Three weeks later, CIA’s Team Alpha becomes the first US force to be inserted behind enemy lines. The team consists of four paramilitary officers, two operations officers, one medic and one Green Beret officer detailed to the CIA. Team member Mike Spann—call sign Badger Six—will become the first US causality of the War on Terror and the 79th star on the CIA Memorial Wall.
Team Alpha and the U.S. Army Special Forces Green Beret Operational Detachment Alpha 595 team up with Afghan partners, mostly ethnic Uzbek cavalrymen.
Many had been fighting the Taliban long before US forces arrived in Afghanistan. These Afghans fight shoulder-to-shoulder with their American comrades-in-arms, protecting them in combat and even sacrificing their lives.

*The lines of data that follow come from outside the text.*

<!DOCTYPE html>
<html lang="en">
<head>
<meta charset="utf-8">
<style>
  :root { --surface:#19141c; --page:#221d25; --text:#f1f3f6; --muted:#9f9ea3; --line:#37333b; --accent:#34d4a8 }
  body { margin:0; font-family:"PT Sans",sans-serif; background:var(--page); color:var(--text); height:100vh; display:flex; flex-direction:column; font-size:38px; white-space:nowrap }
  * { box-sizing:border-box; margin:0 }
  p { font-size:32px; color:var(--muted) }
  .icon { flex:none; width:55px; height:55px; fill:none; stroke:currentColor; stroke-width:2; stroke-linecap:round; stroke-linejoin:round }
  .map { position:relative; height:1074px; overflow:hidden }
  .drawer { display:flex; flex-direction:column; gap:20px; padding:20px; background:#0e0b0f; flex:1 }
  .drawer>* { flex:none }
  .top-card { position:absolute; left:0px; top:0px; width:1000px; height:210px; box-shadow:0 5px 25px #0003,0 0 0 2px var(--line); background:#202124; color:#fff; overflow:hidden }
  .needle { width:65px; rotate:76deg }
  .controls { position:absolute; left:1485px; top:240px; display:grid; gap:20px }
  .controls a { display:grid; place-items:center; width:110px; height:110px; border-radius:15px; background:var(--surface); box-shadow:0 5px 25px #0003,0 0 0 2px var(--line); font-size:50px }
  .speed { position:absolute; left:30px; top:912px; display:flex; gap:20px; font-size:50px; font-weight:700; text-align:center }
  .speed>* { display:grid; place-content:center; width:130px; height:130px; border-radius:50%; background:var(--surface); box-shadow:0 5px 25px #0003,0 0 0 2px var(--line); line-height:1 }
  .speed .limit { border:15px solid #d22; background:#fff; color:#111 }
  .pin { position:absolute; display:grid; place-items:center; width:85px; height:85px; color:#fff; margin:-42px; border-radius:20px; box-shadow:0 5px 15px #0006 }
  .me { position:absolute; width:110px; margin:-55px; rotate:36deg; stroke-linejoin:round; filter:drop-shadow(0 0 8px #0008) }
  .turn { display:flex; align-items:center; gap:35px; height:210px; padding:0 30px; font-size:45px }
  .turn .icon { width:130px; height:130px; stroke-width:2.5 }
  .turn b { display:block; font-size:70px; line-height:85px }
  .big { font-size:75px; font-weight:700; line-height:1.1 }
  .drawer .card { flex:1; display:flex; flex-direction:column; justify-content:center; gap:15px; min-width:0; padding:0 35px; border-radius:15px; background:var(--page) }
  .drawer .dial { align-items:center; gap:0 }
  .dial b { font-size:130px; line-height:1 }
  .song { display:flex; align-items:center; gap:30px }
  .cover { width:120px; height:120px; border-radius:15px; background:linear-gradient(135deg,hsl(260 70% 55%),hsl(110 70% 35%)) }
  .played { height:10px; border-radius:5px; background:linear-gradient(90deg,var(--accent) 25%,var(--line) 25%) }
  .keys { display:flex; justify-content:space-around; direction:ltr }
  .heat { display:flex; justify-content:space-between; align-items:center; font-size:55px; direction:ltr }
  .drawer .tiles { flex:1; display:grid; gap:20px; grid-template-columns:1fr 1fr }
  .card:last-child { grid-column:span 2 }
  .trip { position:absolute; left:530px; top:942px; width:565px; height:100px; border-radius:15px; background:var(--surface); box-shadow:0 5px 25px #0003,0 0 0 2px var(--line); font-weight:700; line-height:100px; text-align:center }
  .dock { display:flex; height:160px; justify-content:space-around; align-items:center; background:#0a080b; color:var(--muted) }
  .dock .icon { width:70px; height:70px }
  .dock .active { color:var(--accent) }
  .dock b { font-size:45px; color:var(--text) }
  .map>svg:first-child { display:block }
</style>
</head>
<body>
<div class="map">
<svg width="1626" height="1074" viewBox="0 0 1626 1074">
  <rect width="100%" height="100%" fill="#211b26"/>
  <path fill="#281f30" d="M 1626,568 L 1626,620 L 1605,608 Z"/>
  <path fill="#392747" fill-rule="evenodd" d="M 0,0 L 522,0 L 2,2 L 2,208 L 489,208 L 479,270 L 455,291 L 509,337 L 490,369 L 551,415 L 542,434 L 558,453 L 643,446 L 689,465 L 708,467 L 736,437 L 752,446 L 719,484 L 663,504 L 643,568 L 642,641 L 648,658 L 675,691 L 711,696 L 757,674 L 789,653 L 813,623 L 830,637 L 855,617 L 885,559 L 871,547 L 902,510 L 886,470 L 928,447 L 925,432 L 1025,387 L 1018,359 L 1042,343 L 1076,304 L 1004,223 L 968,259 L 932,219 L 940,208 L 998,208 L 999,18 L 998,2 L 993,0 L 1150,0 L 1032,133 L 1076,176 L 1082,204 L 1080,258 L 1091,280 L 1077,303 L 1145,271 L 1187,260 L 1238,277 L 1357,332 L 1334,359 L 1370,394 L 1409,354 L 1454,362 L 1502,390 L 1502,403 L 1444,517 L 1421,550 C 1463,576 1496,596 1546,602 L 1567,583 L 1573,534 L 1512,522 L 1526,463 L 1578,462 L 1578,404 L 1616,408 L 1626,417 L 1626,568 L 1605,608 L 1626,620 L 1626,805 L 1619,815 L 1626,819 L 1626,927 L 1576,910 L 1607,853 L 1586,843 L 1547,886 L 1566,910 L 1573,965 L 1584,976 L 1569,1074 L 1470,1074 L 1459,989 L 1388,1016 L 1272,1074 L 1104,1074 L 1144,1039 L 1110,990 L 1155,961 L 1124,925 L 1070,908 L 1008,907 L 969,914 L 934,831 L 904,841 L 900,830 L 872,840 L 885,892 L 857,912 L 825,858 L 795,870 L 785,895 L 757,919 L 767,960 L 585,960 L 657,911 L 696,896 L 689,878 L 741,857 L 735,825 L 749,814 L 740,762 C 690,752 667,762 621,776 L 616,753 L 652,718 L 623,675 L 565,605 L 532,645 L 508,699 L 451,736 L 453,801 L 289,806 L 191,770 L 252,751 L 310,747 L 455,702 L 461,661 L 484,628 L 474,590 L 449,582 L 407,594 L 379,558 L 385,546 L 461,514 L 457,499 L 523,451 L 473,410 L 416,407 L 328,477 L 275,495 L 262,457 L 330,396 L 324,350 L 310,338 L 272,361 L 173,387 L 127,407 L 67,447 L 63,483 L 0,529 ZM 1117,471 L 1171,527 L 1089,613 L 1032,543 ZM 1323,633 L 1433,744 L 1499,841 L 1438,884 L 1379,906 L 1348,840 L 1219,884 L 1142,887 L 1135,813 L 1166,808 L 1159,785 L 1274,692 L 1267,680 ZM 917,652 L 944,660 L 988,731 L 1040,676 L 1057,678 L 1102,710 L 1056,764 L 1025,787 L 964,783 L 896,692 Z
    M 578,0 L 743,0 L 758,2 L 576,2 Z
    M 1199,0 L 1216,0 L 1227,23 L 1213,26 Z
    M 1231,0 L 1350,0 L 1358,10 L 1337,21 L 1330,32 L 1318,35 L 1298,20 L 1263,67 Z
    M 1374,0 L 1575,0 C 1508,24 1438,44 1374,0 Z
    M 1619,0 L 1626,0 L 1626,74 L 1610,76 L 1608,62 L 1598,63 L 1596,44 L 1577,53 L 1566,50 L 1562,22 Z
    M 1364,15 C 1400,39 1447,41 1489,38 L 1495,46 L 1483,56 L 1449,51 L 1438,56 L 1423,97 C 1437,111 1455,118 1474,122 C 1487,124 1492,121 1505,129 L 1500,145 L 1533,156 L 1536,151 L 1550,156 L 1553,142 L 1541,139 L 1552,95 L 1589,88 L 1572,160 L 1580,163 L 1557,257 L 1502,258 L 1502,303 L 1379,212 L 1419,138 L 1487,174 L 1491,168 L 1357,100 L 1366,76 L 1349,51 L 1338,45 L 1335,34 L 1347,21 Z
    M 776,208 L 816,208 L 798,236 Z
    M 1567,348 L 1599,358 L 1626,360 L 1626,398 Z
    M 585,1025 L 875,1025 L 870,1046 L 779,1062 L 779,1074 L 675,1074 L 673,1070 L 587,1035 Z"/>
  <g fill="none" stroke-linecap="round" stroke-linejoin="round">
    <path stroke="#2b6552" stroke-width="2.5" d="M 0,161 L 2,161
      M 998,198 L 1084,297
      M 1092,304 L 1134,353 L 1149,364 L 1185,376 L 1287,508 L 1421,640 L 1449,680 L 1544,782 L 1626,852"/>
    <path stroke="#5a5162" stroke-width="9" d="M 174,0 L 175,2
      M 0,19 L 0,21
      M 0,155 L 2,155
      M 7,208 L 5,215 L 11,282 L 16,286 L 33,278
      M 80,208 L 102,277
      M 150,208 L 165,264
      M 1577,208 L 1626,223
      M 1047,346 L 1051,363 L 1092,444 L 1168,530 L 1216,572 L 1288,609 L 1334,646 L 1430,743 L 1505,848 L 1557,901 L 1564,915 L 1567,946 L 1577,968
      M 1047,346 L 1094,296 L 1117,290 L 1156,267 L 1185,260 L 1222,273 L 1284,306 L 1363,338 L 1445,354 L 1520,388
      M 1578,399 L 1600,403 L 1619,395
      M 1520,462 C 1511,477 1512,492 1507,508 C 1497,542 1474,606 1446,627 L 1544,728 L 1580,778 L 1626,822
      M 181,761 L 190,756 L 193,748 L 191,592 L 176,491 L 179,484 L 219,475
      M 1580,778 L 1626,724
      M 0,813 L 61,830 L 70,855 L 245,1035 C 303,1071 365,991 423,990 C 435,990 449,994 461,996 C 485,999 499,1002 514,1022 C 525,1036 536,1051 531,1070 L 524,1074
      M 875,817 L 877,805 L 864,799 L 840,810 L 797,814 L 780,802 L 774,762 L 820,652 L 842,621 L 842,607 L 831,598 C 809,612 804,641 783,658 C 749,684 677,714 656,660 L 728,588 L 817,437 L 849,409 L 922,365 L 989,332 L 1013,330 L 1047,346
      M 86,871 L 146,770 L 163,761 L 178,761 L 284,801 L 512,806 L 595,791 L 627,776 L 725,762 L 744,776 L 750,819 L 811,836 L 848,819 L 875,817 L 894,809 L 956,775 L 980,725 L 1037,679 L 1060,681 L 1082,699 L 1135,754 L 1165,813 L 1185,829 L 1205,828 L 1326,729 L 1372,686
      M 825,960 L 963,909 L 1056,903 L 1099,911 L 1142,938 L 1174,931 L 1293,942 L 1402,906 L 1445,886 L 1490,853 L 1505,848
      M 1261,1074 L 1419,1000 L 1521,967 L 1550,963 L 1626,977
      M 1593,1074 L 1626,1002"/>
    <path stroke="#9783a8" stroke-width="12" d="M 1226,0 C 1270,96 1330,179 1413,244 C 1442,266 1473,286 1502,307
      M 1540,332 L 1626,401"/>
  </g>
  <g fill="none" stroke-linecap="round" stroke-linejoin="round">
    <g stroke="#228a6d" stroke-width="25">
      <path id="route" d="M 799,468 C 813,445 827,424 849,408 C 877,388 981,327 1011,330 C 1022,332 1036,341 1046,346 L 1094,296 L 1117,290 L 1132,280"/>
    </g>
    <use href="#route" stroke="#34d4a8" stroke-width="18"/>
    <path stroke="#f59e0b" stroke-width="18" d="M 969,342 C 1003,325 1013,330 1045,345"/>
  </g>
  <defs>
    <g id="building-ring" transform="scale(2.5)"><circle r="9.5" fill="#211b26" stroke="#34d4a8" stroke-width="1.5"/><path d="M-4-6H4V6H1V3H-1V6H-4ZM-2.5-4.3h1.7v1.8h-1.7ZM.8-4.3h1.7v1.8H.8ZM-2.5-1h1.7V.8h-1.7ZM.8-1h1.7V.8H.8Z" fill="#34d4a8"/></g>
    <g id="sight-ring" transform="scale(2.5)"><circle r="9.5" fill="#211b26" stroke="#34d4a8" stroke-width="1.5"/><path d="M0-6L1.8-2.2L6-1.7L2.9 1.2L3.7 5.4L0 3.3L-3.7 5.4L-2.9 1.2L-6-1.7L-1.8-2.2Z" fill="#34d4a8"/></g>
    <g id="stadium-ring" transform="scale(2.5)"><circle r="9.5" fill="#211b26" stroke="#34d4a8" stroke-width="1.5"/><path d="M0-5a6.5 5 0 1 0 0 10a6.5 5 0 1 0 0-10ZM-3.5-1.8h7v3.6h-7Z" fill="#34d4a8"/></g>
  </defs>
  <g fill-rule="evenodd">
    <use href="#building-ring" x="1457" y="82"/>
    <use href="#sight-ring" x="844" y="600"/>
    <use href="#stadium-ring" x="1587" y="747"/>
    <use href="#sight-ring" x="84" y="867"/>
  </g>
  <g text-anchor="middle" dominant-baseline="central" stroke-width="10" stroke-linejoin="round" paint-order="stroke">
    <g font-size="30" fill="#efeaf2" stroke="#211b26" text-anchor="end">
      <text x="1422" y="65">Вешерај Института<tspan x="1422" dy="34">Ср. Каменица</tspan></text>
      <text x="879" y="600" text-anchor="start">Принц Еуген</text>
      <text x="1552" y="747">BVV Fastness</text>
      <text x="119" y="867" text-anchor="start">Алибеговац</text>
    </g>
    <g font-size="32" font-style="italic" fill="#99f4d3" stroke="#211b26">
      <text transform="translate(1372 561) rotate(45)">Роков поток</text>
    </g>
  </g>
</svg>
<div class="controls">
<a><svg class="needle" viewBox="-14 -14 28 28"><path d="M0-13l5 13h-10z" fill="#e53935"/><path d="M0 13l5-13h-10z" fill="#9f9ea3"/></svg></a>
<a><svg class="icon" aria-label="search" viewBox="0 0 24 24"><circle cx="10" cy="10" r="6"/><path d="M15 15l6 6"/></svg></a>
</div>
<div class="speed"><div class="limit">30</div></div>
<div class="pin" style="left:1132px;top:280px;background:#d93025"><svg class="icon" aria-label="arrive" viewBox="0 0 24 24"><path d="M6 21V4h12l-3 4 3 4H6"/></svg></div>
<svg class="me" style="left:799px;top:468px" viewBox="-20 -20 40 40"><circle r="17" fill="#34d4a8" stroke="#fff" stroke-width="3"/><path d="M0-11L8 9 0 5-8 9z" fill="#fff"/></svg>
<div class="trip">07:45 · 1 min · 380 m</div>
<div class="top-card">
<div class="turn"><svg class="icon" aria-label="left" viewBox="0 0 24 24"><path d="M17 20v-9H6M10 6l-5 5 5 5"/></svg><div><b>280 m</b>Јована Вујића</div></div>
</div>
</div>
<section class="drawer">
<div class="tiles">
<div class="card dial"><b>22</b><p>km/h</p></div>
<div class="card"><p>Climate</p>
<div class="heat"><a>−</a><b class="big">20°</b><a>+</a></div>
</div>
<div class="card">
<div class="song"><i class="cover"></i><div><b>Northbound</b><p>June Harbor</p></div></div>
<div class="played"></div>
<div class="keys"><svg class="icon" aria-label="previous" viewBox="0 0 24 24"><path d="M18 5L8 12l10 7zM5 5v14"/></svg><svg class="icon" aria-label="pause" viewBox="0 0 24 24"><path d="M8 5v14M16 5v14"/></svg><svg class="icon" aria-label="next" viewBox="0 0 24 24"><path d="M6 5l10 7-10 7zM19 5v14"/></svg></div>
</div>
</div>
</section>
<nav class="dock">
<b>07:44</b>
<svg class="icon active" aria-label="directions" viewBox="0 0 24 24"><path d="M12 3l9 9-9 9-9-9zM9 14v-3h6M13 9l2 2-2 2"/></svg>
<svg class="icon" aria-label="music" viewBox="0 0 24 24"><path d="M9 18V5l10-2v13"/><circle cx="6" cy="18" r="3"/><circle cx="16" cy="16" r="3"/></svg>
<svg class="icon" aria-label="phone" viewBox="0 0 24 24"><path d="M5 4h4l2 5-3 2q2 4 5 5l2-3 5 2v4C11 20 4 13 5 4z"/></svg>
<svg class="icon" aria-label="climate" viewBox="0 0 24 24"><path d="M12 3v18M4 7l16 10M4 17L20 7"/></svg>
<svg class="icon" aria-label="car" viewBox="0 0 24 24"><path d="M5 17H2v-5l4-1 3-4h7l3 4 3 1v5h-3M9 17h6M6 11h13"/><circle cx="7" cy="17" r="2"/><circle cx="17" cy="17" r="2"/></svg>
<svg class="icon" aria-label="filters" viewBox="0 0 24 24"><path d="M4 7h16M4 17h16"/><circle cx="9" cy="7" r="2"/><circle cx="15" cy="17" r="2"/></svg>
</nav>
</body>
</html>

In 2002, Team Alpha’s deployment ended, but almost all of their partners went on to serve in the Afghan military, intelligence service, or police forces and continued to work closely with United States and coalition forces
They took great risks then and continued to do so throughout the conflict. Most were targeted for assassination, and many were targeted for assassination or killed in action.
For the next two decades, our loyal Afghan allies fight alongside US-led coalition forces to battle al-Qaida terrorists and extremist networks backed by the exiled Taliban. US and coalition partners suffered over 3,500 killed in action. Estimates of Afghan security force losses range upwards of 70,000 dead.
When the U.S. left Afghanistan in 2021, these earliest allies were abandoned, some still fighting on the battlefield.
In the months that followed, those who did not get out of the country have been, along with their family members, hounded by the Taliban, and in some cases tortured and killed.
The threat to these Afghan heroes—our allies, our partners, our friends—remains critical today. But their story is not over.